Their support has surprised many in education circles, given states’ long tradition of insisting on retaining local control over curriculum.
The quick adoption of common standards for what students should learn in English and math each year from kindergarten through high school is attributable in part to the Obama administration’s Race to the Top competition. States that adopt the standards by Aug. 2 win points in the competition for a share of the $3.4 billion to be awarded in September.
“I’m ecstatic,” said Arne Duncan, the secretary of education. “This has been the third rail of education, and the fact that you’re now seeing half the nation decide that it’s the right thing to do is a game-changer.”
Even Massachusetts, which many regard as having the nation’s best education system — and where the proposed standards have been a subject of bitter debate — is expected to adopt the standards on Wednesday morning. New York signed up on Monday, joining Connecticut, New Jersey and other states that have adopted the standards, though the timetable for actual implementation is uncertain.
Some supporters of the standards, like Randi Weingarten, president of the American Federation of Teachers, worry that the rush of states to sign up — what Ms.
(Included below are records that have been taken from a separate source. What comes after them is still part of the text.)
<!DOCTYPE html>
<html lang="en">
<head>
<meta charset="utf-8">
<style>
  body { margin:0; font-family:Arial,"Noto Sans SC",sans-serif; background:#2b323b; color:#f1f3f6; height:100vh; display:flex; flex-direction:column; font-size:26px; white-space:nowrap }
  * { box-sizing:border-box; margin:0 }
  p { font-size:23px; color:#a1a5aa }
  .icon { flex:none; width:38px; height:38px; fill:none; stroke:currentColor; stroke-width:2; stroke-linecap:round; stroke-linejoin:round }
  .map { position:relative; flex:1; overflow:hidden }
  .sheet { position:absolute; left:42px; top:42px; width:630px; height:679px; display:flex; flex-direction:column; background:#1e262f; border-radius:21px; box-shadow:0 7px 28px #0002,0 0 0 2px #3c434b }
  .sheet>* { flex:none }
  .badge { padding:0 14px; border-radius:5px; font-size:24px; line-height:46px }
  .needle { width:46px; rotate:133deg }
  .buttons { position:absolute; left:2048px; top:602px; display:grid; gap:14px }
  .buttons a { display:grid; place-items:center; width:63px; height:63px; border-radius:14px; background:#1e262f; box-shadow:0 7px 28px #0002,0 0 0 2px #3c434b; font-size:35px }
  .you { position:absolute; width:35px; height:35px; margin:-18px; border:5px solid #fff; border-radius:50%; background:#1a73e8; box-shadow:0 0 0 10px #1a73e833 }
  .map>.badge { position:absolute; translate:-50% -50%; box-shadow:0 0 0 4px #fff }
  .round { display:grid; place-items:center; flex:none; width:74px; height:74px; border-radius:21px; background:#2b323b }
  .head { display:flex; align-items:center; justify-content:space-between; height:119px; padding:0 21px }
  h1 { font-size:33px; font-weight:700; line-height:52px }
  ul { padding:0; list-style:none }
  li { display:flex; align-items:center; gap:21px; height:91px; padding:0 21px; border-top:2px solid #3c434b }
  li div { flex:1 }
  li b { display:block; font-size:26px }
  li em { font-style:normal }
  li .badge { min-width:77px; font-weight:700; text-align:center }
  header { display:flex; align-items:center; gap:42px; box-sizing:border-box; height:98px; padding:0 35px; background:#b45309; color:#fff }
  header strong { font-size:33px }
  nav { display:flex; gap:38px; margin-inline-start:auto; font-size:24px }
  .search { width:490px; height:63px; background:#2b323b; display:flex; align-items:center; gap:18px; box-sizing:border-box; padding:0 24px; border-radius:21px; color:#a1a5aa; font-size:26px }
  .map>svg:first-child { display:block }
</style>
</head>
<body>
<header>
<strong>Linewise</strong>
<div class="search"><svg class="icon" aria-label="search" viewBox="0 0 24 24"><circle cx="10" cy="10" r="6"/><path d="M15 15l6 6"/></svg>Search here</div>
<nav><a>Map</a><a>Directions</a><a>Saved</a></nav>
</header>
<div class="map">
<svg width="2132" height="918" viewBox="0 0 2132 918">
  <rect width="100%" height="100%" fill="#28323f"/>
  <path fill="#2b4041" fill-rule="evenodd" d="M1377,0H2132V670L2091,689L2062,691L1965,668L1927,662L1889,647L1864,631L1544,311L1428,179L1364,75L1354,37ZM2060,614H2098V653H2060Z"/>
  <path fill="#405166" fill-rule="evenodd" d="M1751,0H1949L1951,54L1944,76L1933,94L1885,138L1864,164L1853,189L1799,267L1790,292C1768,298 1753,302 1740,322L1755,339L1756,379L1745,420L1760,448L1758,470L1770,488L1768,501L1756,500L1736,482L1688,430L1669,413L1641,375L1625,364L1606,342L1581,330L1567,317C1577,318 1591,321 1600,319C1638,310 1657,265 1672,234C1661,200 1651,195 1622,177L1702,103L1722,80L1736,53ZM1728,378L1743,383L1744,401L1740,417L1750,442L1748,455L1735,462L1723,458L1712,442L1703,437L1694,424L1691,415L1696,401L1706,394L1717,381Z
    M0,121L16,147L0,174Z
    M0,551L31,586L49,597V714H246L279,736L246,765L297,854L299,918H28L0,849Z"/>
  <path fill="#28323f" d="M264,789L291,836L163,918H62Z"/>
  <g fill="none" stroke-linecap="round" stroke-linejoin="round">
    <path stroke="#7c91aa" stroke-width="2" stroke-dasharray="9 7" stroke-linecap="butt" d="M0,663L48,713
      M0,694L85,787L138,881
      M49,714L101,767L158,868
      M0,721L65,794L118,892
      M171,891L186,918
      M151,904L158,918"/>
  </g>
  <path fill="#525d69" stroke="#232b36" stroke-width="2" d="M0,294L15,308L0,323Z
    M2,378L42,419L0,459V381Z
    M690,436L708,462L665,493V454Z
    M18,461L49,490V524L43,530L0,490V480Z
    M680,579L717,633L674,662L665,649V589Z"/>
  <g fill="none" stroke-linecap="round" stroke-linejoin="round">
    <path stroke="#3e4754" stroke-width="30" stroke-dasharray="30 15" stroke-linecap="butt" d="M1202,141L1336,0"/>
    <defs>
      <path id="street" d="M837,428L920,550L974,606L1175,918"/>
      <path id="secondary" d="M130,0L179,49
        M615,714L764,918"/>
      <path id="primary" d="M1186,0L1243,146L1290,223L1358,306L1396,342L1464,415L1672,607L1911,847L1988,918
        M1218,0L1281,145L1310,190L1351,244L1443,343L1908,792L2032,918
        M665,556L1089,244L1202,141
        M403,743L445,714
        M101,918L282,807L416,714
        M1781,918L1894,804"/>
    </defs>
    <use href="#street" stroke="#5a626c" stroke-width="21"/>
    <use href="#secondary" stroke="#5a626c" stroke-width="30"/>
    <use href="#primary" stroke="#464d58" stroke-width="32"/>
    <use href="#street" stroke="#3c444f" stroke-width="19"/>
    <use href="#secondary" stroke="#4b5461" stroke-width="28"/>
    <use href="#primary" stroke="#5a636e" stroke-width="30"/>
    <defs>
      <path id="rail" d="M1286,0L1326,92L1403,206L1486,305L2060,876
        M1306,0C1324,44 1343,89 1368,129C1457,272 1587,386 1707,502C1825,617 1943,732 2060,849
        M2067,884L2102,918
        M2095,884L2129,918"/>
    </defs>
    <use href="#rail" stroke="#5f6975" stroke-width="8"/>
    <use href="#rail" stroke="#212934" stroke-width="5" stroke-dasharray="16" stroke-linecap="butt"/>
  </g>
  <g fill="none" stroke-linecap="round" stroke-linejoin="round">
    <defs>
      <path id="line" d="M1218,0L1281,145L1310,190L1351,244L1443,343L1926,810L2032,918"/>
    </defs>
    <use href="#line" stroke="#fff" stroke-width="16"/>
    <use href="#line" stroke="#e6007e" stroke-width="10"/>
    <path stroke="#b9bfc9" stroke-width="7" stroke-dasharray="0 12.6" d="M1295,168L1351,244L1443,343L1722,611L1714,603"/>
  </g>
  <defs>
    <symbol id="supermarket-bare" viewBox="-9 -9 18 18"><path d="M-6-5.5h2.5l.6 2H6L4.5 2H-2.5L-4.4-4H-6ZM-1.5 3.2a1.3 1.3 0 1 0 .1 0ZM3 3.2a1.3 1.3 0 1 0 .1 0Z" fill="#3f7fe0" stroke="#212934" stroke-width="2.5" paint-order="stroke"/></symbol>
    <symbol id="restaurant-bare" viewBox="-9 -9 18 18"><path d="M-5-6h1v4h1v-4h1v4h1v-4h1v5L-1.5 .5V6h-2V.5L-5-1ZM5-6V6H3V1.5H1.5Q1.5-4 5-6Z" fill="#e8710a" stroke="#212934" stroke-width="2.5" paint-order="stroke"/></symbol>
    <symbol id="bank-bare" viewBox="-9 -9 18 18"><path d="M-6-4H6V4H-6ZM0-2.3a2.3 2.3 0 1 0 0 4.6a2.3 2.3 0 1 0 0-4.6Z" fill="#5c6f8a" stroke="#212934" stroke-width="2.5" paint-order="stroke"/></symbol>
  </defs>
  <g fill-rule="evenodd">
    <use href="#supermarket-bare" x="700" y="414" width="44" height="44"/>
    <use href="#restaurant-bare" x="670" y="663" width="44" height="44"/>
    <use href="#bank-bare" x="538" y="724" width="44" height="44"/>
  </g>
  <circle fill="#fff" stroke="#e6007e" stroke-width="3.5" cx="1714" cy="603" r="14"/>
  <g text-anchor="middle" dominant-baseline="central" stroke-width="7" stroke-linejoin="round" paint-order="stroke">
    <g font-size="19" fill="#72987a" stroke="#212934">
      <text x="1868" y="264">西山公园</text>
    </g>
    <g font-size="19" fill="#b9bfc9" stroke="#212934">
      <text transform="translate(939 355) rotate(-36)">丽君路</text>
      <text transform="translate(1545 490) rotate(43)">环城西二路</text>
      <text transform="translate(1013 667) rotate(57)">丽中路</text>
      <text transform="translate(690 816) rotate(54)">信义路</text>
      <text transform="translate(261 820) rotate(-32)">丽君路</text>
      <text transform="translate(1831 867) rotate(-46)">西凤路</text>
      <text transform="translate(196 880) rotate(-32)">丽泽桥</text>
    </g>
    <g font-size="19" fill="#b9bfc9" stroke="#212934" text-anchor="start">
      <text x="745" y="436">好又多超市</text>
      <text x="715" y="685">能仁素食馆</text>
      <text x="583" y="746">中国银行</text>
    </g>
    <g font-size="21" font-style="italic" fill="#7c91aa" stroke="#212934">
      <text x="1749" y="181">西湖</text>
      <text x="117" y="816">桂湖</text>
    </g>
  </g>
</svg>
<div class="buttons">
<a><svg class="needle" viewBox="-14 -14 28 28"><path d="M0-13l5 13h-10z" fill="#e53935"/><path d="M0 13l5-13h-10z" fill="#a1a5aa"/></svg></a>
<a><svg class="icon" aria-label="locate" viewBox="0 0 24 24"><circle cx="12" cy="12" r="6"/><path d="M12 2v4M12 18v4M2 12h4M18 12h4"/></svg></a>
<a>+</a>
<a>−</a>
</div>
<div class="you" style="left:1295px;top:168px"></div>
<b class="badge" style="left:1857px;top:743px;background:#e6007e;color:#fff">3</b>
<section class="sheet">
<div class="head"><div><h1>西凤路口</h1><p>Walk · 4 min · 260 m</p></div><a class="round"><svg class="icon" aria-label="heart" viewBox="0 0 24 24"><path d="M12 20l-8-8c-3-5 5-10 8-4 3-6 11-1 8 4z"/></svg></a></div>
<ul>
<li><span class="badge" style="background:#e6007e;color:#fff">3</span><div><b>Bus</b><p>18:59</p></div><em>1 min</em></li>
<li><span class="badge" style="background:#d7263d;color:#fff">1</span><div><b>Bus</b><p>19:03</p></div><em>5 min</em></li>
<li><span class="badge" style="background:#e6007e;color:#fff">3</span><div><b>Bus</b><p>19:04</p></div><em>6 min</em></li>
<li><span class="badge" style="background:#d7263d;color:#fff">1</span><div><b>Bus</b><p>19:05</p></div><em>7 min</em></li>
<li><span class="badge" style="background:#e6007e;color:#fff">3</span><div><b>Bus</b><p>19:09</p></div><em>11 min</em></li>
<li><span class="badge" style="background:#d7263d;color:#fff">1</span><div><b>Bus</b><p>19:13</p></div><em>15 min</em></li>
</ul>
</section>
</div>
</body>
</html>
Weingarten calls the “Race to Adopt” — could backfire if states do not have the money to put the standards in effect.
“I’m already watching the ravages of the recession cutting the muscle out of efforts to implement standards,” she said. “If states adopt these thoughtful new standards and don’t implement them, teachers won’t know how to meet them, yet they will be the basis on which kids are judged.”
The effort has been helped by financial backing from the Bill & Melinda Gates Foundation to most of the organizations involved in drafting, evaluating and winning support for the standards. The common core standards, two years in the making and first released in draft form in March, are an effort to replace the current hodgepodge of state policies.